Procedural Due Process in Benefits Cases: Revisiting Goldberg v. Kelly
POSTED ON - January 24, 2020
Written By Krause Financial Services
Adherence to proper procedure is essential for elder law practitioners who assist clients with Medicaid applications and benefit denials. In this article, we provide historical context to these procedures by revisiting the United States Supreme Court Case, Goldberg v. Kelly, 90 S. Ct. 1011 (1970), in which the Supreme Court was asked to answer the question: does the state’s termination of a recipient’s benefits without a hearing violate the 14th amendment due process clause?
The case was initiated by John Kelly, acting on behalf of New York City residents who received financial aid under the Aid to Families with Dependent Children (AFDC) program and/or New York State’s general Home Relief program. Kelly filed a complaint in the federal district court for the Southern District of New York alleging that city officials charged with administering these programs had terminated recipients’ benefits without notice or hearing. Though there was no notice or hearing requirement under New York law at the time the case was filed, both state and local government enacted procedures for notice and hearing after the suit was initiated. Unsatisfied with the protections these procedures offered, Kelly challenged the constitutionality of those provisions.
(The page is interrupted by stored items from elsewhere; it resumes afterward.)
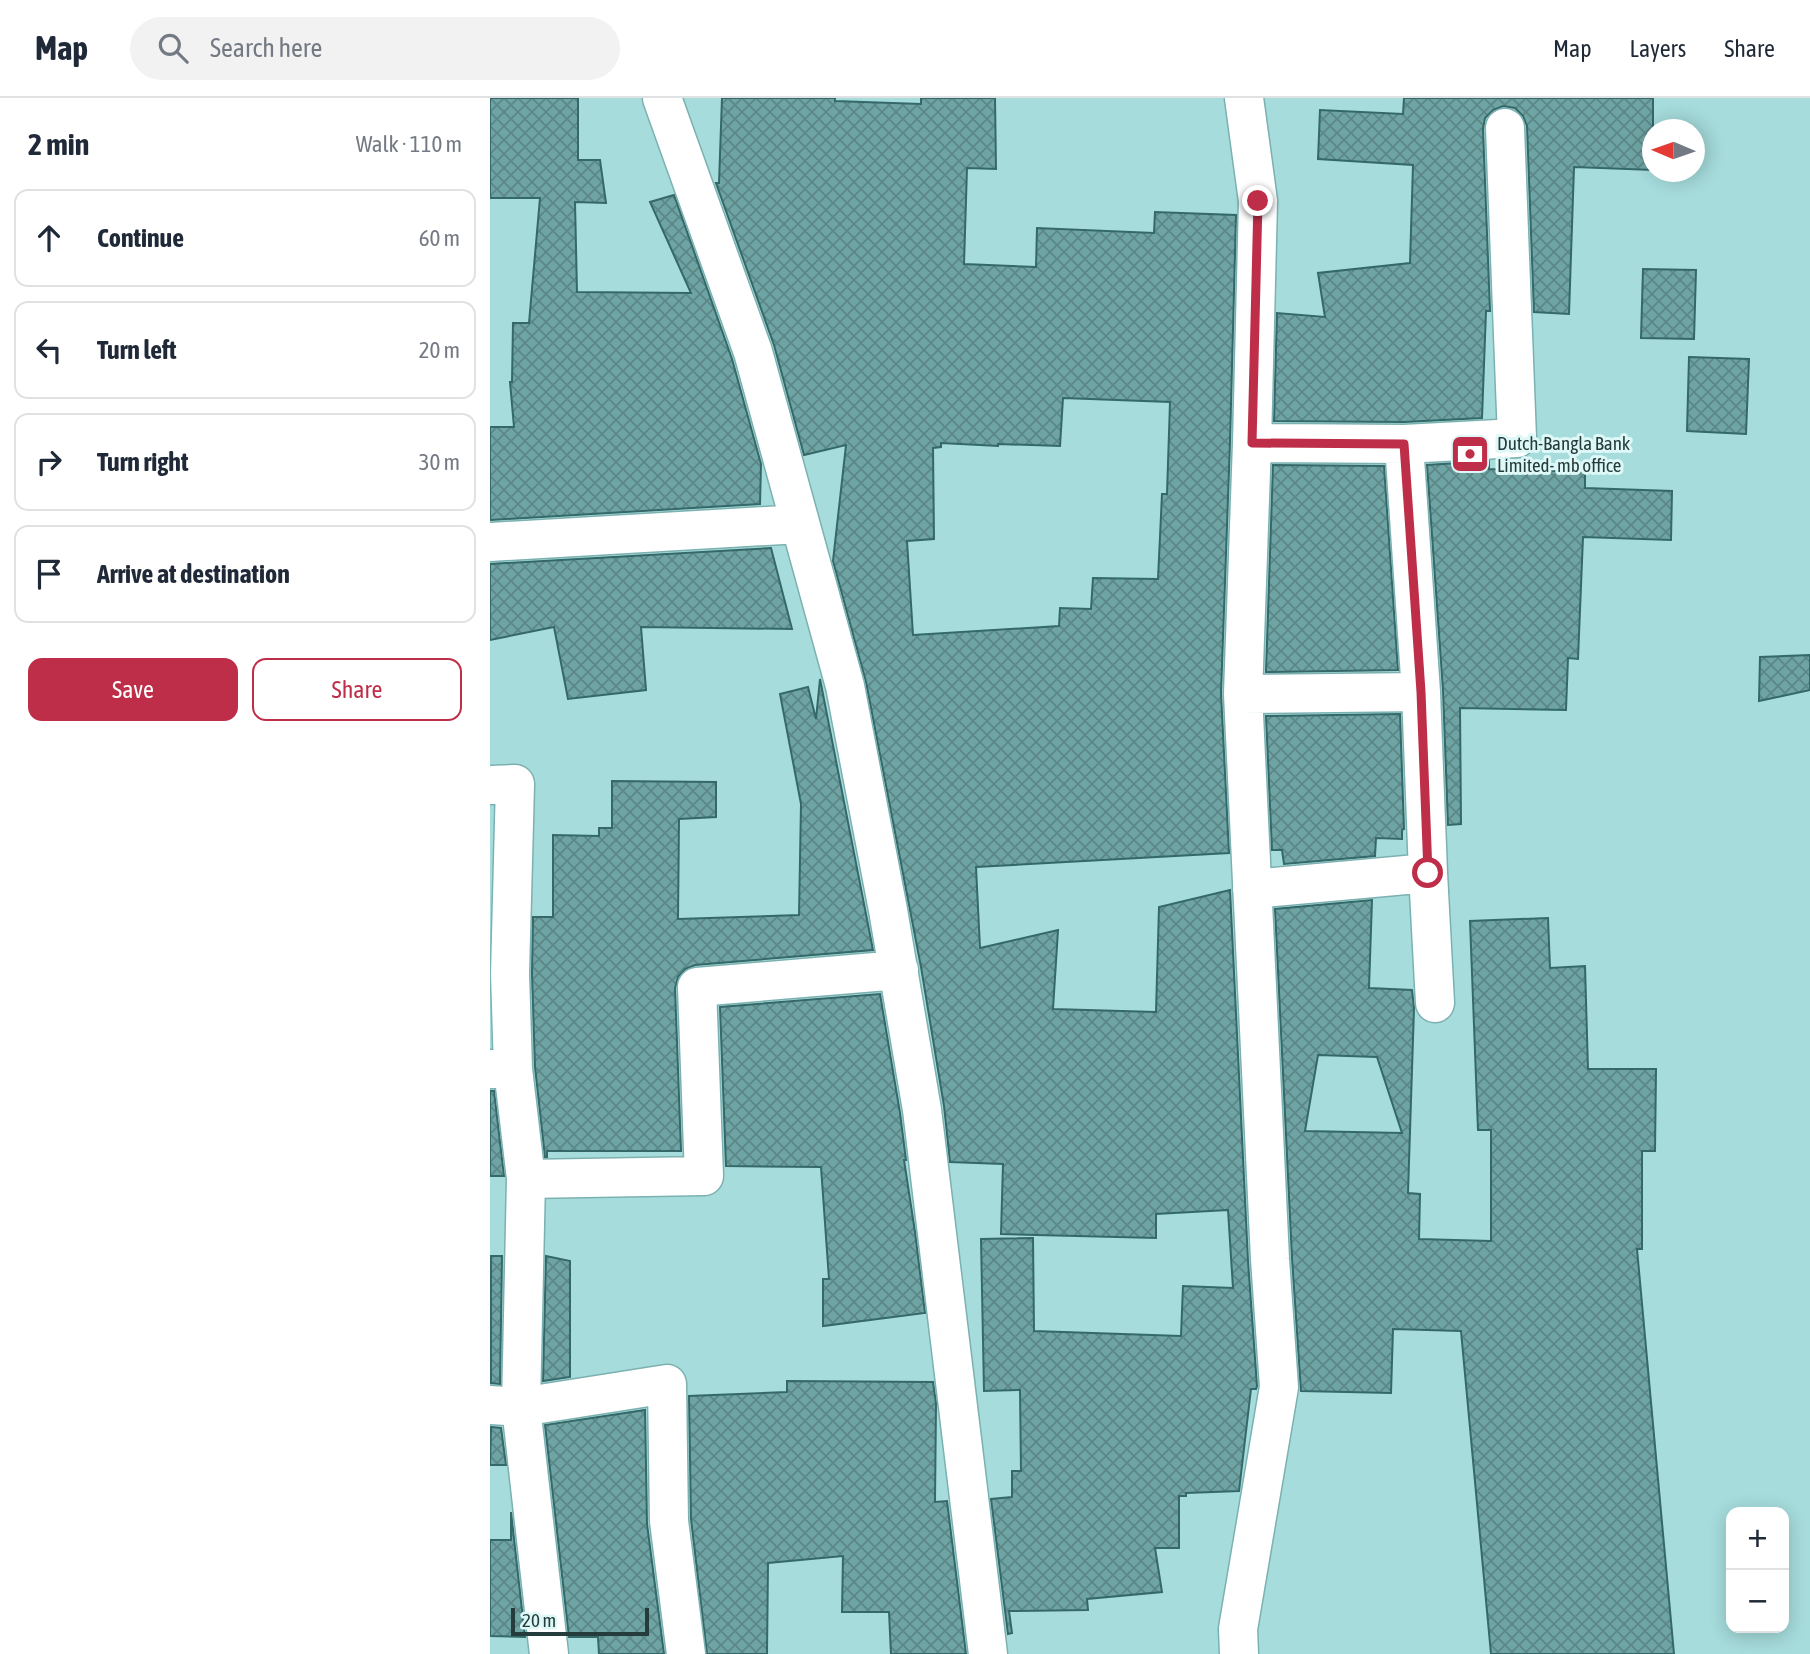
<!DOCTYPE html>
<html lang="en">
<head>
<meta charset="utf-8">
<style>
  :root { --surface:#fff; --page:#f2f2f3; --text:#1f2937; --muted:#747a83; --line:#e0e1e3; --accent:#be2e49 }
  body { margin:0; font-family:"Asap Condensed",sans-serif; background:var(--page); color:var(--text) }
  .controls { position:absolute; right:21px; bottom:21px; display:grid; overflow:hidden; border-radius:14px; box-shadow:0 4px 18px #0003 }
  .controls button { width:63px; height:63px; display:grid; place-items:center; padding:0; border:0; border-bottom:2px solid var(--line); background:var(--surface); color:var(--text); font:35px sans-serif }
  .compass { position:absolute; left:1152px; top:21px; width:63px; height:63px; border-radius:50%; background:var(--surface); box-shadow:0 4px 18px #0003; rotate:272deg }
  .scale { position:absolute; left:21px; bottom:18px; width:138px; box-sizing:border-box; padding-left:7px; border:4px solid #253c3c; border-top:0; font-size:19px; line-height:24px; white-space:nowrap; color:#253c3c; -webkit-text-stroke:5px #ddf8f7; paint-order:stroke }
  .stop { position:absolute; width:21px; height:21px; margin:-16px; border:5px solid #be2e49; border-radius:50%; background:#fff }
  .stop.end { background:#be2e49; border-color:#fff; box-shadow:0 2px 7px #0008 }
  .list { margin:0; padding:0; list-style:none }
  h2 { display:flex; justify-content:space-between; align-items:center; height:91px; margin:0; padding:0 28px; font-size:30px }
  h2 small { font-size:23px; font-weight:400; color:var(--muted) }
  .list li { display:grid; grid-template-columns:46px 1fr auto; gap:21px; align-items:center; box-sizing:border-box; height:98px; margin:0 14px 14px; padding:0 14px; border:2px solid var(--line); border-radius:14px }
  .list b { display:block; font-size:26px; white-space:nowrap }
  .list em { font-size:23px; font-style:normal; color:var(--muted) }
  .actions { display:flex; gap:14px; padding:21px 28px }
  .actions a { flex:1; padding:16px 0; border:2px solid var(--accent); border-radius:14px; text-align:center; font-size:24px; color:var(--accent) }
  .actions .main { background:var(--accent); color:#fff }
  .icon { flex:none; width:38px; height:38px; fill:none; stroke:currentColor; stroke-width:2; stroke-linecap:round; stroke-linejoin:round }
  .map { position:relative; flex:none; width:1320px; height:1556px; overflow:hidden }
  header { display:flex; align-items:center; gap:42px; box-sizing:border-box; height:98px; padding:0 35px; background:var(--surface); border-bottom:2px solid var(--line) }
  header strong { font-size:33px }
  nav { display:flex; gap:38px; margin-inline-start:auto; font-size:24px }
  .search { width:490px; height:63px; background:var(--page); display:flex; align-items:center; gap:18px; box-sizing:border-box; padding:0 24px; border-radius:38px; color:var(--muted); font-size:26px }
  main { display:flex }
  aside { flex:1; background:var(--surface) }
  .map>svg:first-child { display:block }
</style>
</head>
<body>
<header>
<strong>Map</strong>
<div class="search"><svg class="icon" aria-label="search" viewBox="0 0 24 24"><circle cx="10" cy="10" r="6"/><path d="M15 15l6 6"/></svg>Search here</div>
<nav><a>Map</a><a>Layers</a><a>Share</a></nav>
</header>
<main>
<aside>
<h2>2 min<small>Walk · 110 m</small></h2>
<ul class="list">
<li><svg class="icon" aria-label="ahead" viewBox="0 0 24 24"><path d="M12 20V5M6 11l6-6 6 6"/></svg><div><b>Continue</b></div><em>60 m</em></li>
<li><svg class="icon" aria-label="left" viewBox="0 0 24 24"><path d="M17 20v-9H6M10 6l-5 5 5 5"/></svg><div><b>Turn left</b></div><em>20 m</em></li>
<li><svg class="icon" aria-label="right" viewBox="0 0 24 24"><path d="M7 20v-9h11M14 6l5 5-5 5"/></svg><div><b>Turn right</b></div><em>30 m</em></li>
<li><svg class="icon" aria-label="arrive" viewBox="0 0 24 24"><path d="M6 21V4h12l-3 4 3 4H6"/></svg><div><b>Arrive at destination</b></div></li>
</ul>
<div class="actions"><a class="main">Save</a><a>Share</a></div>
</aside>
<div class="map">
<svg width="1320" height="1556" viewBox="0 0 1320 1556">
  <defs>
    <pattern id="building-cross-hatch" width="8" height="8" patternUnits="userSpaceOnUse" patternTransform="scale(1.75)"><rect width="8" height="8" fill="#6fa4a4"/><path d="M0 0l8 8M0 8l8-8" fill="none" stroke="#5b8787"/></pattern>
  </defs>
  <rect width="100%" height="100%" fill="#a6dcdc"/>
  <path fill="url(#building-cross-hatch)" stroke="#356969" stroke-width="2" fill-rule="evenodd" d="M 0,0 L 88,0 L 88,62 L 110,62 L 116,105 L 85,104 L 87,194 L 201,195 L 160,104 L 184,97 L 242,261 L 271,366 L 270,406 L 0,422 L 0,329 L 24,329 L 20,284 L 22,284 L 23,225 L 39,225 L 50,100 L 0,100 Z
    M 232,0 L 345,0 L 345,3 L 431,6 L 431,0 L 505,0 L 506,71 L 477,70 L 474,166 L 546,169 L 547,130 L 664,135 L 665,114 L 746,117 L 740,344 L 731,595 L 739,755 L 486,769 L 490,850 L 568,832 L 563,911 L 666,914 L 669,809 L 740,792 L 758,1163 L 767,1288 L 766,1291 L 761,1291 L 749,1393 L 696,1395 L 696,1398 L 689,1398 L 689,1450 L 665,1450 L 672,1494 L 597,1501 L 598,1512 L 519,1513 L 522,1535 L 518,1536 L 501,1401 L 522,1399 L 522,1373 L 531,1373 L 530,1292 L 494,1293 L 491,1141 L 543,1140 L 544,1233 L 691,1238 L 693,1188 L 743,1190 L 738,1112 L 666,1116 L 666,1140 L 511,1136 L 513,1066 L 460,1064 L 454,1008 L 431,869 L 376,584 L 343,463 L 356,347 L 314,357 L 284,247 L 226,85 L 229,85 ZM 573,300 L 680,304 L 677,396 L 672,396 L 668,481 L 603,480 L 601,511 L 570,510 L 569,528 L 423,537 L 417,443 L 444,441 L 443,350 L 451,349 L 451,345 L 508,348 L 508,346 L 570,348 Z
    M 914,0 L 1163,0 L 1163,72 L 1084,69 L 1079,216 L 1044,214 L 1037,28 L 1033,18 L 1025,10 L 1013,8 L 1003,12 L 995,20 L 993,31 L 1000,213 L 996,213 L 992,320 L 914,324 L 784,323 L 787,215 L 835,219 L 828,175 L 920,165 L 923,67 L 828,61 L 830,12 L 913,16 Z
    M 1153,171 L 1206,172 L 1204,241 L 1151,240 Z
    M 1199,259 L 1259,261 L 1256,336 L 1197,333 Z
    M 999,363 L 999,371 L 1095,374 L 1095,390 L 1182,393 L 1181,442 L 1093,439 L 1088,561 L 1078,560 L 1076,612 L 970,610 L 971,726 L 958,727 L 953,592 L 937,367 Z
    M 783,367 L 894,368 L 908,572 L 776,574 Z
    M 281,450 L 302,531 L 151,529 L 156,592 L 78,601 L 64,529 L 0,542 L 0,466 Z
    M 1320,557 L 1320,592 L 1269,603 L 1270,559 Z
    M 330,581 L 383,852 L 205,867 L 195,871 L 188,879 L 185,890 L 191,1053 L 57,1053 L 57,1059 L 55,1059 L 45,969 L 42,876 L 43,819 L 63,819 L 63,737 L 109,738 L 109,730 L 122,730 L 122,683 L 226,684 L 226,719 L 189,721 L 188,821 L 309,817 L 311,706 L 290,596 L 318,589 L 326,621 Z
    M 910,616 L 914,731 L 912,732 L 912,741 L 886,740 L 885,758 L 794,766 L 792,752 L 782,752 L 776,618 Z
    M 882,802 L 879,890 L 922,892 L 924,910 L 918,1095 L 930,1096 L 929,1141 L 1001,1143 L 1001,1032 L 988,1032 L 980,823 L 1058,820 L 1060,870 L 1095,868 L 1098,971 L 1166,971 L 1165,1053 L 1152,1053 L 1152,1151 L 1147,1151 L 1184,1556 L 1001,1556 L 971,1233 L 903,1231 L 901,1295 L 811,1293 L 802,1160 L 785,811 ZM 828,957 L 887,959 L 912,1035 L 815,1033 Z
    M 390,896 L 410,1015 L 416,1062 L 414,1062 L 425,1134 L 435,1215 L 333,1228 L 333,1181 L 339,1181 L 331,1069 L 236,1068 L 230,909 Z
    M 0,993 L 4,993 L 14,1078 L 0,1078 Z
    M 1,1158 L 12,1158 L 10,1286 L 1,1285 Z
    M 56,1158 L 80,1163 L 80,1279 L 53,1283 Z
    M 297,1283 L 443,1284 L 446,1305 L 445,1404 L 457,1403 L 476,1556 L 401,1556 L 399,1514 L 352,1514 L 353,1458 L 278,1465 L 277,1556 L 217,1556 L 201,1421 L 199,1298 L 297,1294 Z
    M 155,1312 L 157,1426 L 174,1556 L 109,1556 L 108,1539 L 79,1539 L 55,1327 Z
    M 1,1329 L 11,1330 L 16,1367 L 0,1367 Z
    M 21,1414 L 35,1539 L 0,1538 L 0,1442 L 21,1442 Z"/>
  <g fill="none" stroke-linecap="round" stroke-linejoin="round">
    <g stroke="#7cb1b1" stroke-width="41">
      <path id="street" d="M 172,0 L 263,254 L 355,588 L 398,812 L 432,1012 L 498,1556
        M 762,345 L 914,346 L 1027,340 L 1015,30
        M 914,346 L 931,594 L 938,775 L 945,905
        M 0,444 L 310,426
        M 753,596 L 931,594
        M 0,687 L 25,686 L 20,876 L 23,971 L 0,971
        M 762,791 L 938,775
        M 23,971 L 36,1081
        M 0,1307 L 31,1309 L 59,1556
        M 196,1556 L 179,1423 L 177,1286 L 31,1309 L 36,1081 L 214,1078 L 207,889 L 409,872
        M 749,1556 L 748,1531 L 789,1289 L 780,1161 L 753,596 L 762,345 L 768,103 L 754,0"/>
    </g>
    <use href="#street" stroke="#fff" stroke-width="38"/>
  </g>
  <g fill="none" stroke-linecap="round" stroke-linejoin="round">
    <path stroke="#be2e49" stroke-width="9" d="M 768,103 L 762,345 L 914,346 L 931,594 L 938,775"/>
  </g>
  <defs>
    <g id="bank-square" transform="scale(2.0125)"><rect x="-9" y="-9" width="18" height="18" rx="4" fill="#be2e49" stroke="#ddf8f7"/><path d="M-6-4H6V4H-6ZM0-2.3a2.3 2.3 0 1 0 0 4.6a2.3 2.3 0 1 0 0-4.6Z" fill="#fff"/></g>
  </defs>
  <g fill-rule="evenodd">
    <use href="#bank-square" x="980" y="356"/>
  </g>
  <g text-anchor="middle" dominant-baseline="central" stroke-width="6" stroke-linejoin="round" paint-order="stroke">
    <g font-size="19" fill="#253c3c" stroke="#ddf8f7" text-anchor="start">
      <text x="1007" y="345">Dutch-Bangla Bank<tspan x="1007" dy="22">Limited- mb office</tspan></text>
    </g>
  </g>
</svg>
<div class="controls">
<button>+</button>
<button>−</button>
</div>
<svg class="compass" viewBox="-18 -18 36 36"><path d="M0-13l5 13h-10z" fill="#e53935"/><path d="M0 13l5-13h-10z" fill="#747a83"/></svg>
<div class="scale">20 m</div>
<div class="stop" style="left:938px;top:775px"></div>
<div class="stop end" style="left:768px;top:103px"></div>
</div>
</main>
</body>
</html>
The state argued that a combination of post-termination evidentiary hearing and informal pre-termination procedures were sufficient notice and procedure to pass muster under due process analysis. The Southern District of New York disagreed, holding only a pre-termination evidentiary hearing would satisfy the constitutional requirements at issue. The Southern District Court stated:
While post-termination review is relevant, there is one overpowering fact which controls here. By hypothesis, a welfare recipient is destitute, without funds or assets. Suffice it to say that to cut off a welfare recipient in the face of ‘brutal need’ without a prior hearing of some sort is unconscionable, unless overwhelming considerations justify it.
This portion of the Southern District’s decision was cited by the Court in Goldberg, noting its rejection of the state’s argument.
The United States Supreme Court, with Justice Brennan issuing the majority opinion of the Court, affirmed the District Court’s decision. The Supreme Court noted the purpose of welfare, which is to provide “means to obtain essential food, clothing, housing and medical care,” and that the deprivation of such welfare “may deprive an eligible recipient of the very means by which to life” if aid were terminated pending resolution. The Court also noted the governmental interest in providing pre-termination evidentiary hearings, that being the United States’ commitment to “foster the dignity and well-being of all persons within its border.”
In its ruling, the Supreme Court determined that a pre-termination “fair hearing” was required and would “provide the recipient with a full administrative review.” The hearing “has one function only,” Justice Brennan wrote, “to provide an initial determination of the validity of the welfare department’s grounds for discontinuance of payments in order to protect a recipient against an erroneous termination of rights.”
While the tenets of Goldberg have long been in place, issues continue to arise in fair hearing cases that implicate procedural considerations. Issues related to the adequacy of notice, the sufficiency of the state’s description of the reason for which benefits are being denied or terminated and timeliness considerations continue to work their way through the court system. It is up to the elder law attorney to be familiar with the process, requisite procedures, and the constitutional protections afforded their clients.